Assigned task:
The reply must reproduce each line below exactly.

[Opening Records for the task section]

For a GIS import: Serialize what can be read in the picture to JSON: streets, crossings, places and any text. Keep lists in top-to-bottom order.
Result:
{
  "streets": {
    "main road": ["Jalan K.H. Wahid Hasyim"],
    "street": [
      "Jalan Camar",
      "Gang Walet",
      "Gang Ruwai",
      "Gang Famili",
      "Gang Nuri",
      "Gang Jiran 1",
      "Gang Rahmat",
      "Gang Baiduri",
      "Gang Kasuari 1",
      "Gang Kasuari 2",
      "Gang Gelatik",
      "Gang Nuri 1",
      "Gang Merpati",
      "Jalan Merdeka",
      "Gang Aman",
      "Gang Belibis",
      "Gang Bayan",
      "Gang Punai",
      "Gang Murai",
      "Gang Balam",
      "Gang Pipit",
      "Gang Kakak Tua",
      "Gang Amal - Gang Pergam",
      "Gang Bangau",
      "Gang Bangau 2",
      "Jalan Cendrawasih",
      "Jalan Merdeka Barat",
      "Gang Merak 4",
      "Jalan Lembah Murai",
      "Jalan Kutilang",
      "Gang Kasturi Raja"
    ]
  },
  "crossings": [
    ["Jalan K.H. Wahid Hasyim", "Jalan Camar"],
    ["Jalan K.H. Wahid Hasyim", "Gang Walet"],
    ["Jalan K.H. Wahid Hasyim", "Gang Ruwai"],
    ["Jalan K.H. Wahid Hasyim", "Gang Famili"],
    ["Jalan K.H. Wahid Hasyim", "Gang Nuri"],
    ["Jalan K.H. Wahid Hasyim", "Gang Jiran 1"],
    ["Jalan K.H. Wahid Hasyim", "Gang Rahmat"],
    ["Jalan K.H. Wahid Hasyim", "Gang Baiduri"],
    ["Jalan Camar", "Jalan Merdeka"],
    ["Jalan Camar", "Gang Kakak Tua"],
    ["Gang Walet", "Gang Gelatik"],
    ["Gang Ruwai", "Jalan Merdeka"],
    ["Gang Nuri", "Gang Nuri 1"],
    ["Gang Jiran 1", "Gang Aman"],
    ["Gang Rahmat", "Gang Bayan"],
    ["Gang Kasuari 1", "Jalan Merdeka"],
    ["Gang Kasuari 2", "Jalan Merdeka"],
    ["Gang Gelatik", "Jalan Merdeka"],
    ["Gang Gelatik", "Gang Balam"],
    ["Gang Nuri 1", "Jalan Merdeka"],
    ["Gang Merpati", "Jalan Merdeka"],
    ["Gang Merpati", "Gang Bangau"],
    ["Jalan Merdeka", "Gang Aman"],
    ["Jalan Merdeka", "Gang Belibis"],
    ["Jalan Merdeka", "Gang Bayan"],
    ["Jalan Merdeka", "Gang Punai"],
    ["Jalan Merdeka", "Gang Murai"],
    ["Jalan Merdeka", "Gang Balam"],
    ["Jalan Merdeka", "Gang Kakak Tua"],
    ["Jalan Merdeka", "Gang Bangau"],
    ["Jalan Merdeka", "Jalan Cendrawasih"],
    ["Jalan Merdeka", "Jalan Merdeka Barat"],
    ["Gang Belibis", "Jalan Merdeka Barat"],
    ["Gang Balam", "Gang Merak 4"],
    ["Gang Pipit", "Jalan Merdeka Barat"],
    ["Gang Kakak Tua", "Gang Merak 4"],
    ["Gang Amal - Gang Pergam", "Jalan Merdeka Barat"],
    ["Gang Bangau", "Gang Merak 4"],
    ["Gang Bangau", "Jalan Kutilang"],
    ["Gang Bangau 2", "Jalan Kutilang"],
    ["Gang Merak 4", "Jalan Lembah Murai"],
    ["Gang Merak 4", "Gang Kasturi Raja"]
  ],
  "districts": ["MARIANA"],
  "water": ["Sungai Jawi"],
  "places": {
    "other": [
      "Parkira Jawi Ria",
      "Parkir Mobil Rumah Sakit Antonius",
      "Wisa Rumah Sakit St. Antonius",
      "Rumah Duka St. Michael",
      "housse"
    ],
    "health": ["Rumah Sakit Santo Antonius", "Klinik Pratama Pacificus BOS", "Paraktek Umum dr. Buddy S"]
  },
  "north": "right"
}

[Closing Records for the task section]

Response to this exercise:
For a GIS import: Serialize what can be read in the picture to JSON: streets, crossings, places and any text. Keep lists in top-to-bottom order.
Result:
{
  "streets": {
    "main road": ["Jalan K.H. Wahid Hasyim"],
    "street": [
      "Jalan Camar",
      "Gang Walet",
      "Gang Ruwai",
      "Gang Famili",
      "Gang Nuri",
      "Gang Jiran 1",
      "Gang Rahmat",
      "Gang Baiduri",
      "Gang Kasuari 1",
      "Gang Kasuari 2",
      "Gang Gelatik",
      "Gang Nuri 1",
      "Gang Merpati",
      "Jalan Merdeka",
      "Gang Aman",
      "Gang Belibis",
      "Gang Bayan",
      "Gang Punai",
      "Gang Murai",
      "Gang Balam",
      "Gang Pipit",
      "Gang Kakak Tua",
      "Gang Amal - Gang Pergam",
      "Gang Bangau",
      "Gang Bangau 2",
      "Jalan Cendrawasih",
      "Jalan Merdeka Barat",
      "Gang Merak 4",
      "Jalan Lembah Murai",
      "Jalan Kutilang",
      "Gang Kasturi Raja"
    ]
  },
  "crossings": [
    ["Jalan K.H. Wahid Hasyim", "Jalan Camar"],
    ["Jalan K.H. Wahid Hasyim", "Gang Walet"],
    ["Jalan K.H. Wahid Hasyim", "Gang Ruwai"],
    ["Jalan K.H. Wahid Hasyim", "Gang Famili"],
    ["Jalan K.H. Wahid Hasyim", "Gang Nuri"],
    ["Jalan K.H. Wahid Hasyim", "Gang Jiran 1"],
    ["Jalan K.H. Wahid Hasyim", "Gang Rahmat"],
    ["Jalan K.H. Wahid Hasyim", "Gang Baiduri"],
    ["Jalan Camar", "Jalan Merdeka"],
    ["Jalan Camar", "Gang Kakak Tua"],
    ["Gang Walet", "Gang Gelatik"],
    ["Gang Ruwai", "Jalan Merdeka"],
    ["Gang Nuri", "Gang Nuri 1"],
    ["Gang Jiran 1", "Gang Aman"],
    ["Gang Rahmat", "Gang Bayan"],
    ["Gang Kasuari 1", "Jalan Merdeka"],
    ["Gang Kasuari 2", "Jalan Merdeka"],
    ["Gang Gelatik", "Jalan Merdeka"],
    ["Gang Gelatik", "Gang Balam"],
    ["Gang Nuri 1", "Jalan Merdeka"],
    ["Gang Merpati", "Jalan Merdeka"],
    ["Gang Merpati", "Gang Bangau"],
    ["Jalan Merdeka", "Gang Aman"],
    ["Jalan Merdeka", "Gang Belibis"],
    ["Jalan Merdeka", "Gang Bayan"],
    ["Jalan Merdeka", "Gang Punai"],
    ["Jalan Merdeka", "Gang Murai"],
    ["Jalan Merdeka", "Gang Balam"],
    ["Jalan Merdeka", "Gang Kakak Tua"],
    ["Jalan Merdeka", "Gang Bangau"],
    ["Jalan Merdeka", "Jalan Cendrawasih"],
    ["Jalan Merdeka", "Jalan Merdeka Barat"],
    ["Gang Belibis", "Jalan Merdeka Barat"],
    ["Gang Balam", "Gang Merak 4"],
    ["Gang Pipit", "Jalan Merdeka Barat"],
    ["Gang Kakak Tua", "Gang Merak 4"],
    ["Gang Amal - Gang Pergam", "Jalan Merdeka Barat"],
    ["Gang Bangau", "Gang Merak 4"],
    ["Gang Bangau", "Jalan Kutilang"],
    ["Gang Bangau 2", "Jalan Kutilang"],
    ["Gang Merak 4", "Jalan Lembah Murai"],
    ["Gang Merak 4", "Gang Kasturi Raja"]
  ],
  "districts": ["MARIANA"],
  "water": ["Sungai Jawi"],
  "places": {
    "other": [
      "Parkira Jawi Ria",
      "Parkir Mobil Rumah Sakit Antonius",
      "Wisa Rumah Sakit St. Antonius",
      "Rumah Duka St. Michael",
      "housse"
    ],
    "health": ["Rumah Sakit Santo Antonius", "Klinik Pratama Pacificus BOS", "Paraktek Umum dr. Buddy S"]
  },
  "north": "right"
}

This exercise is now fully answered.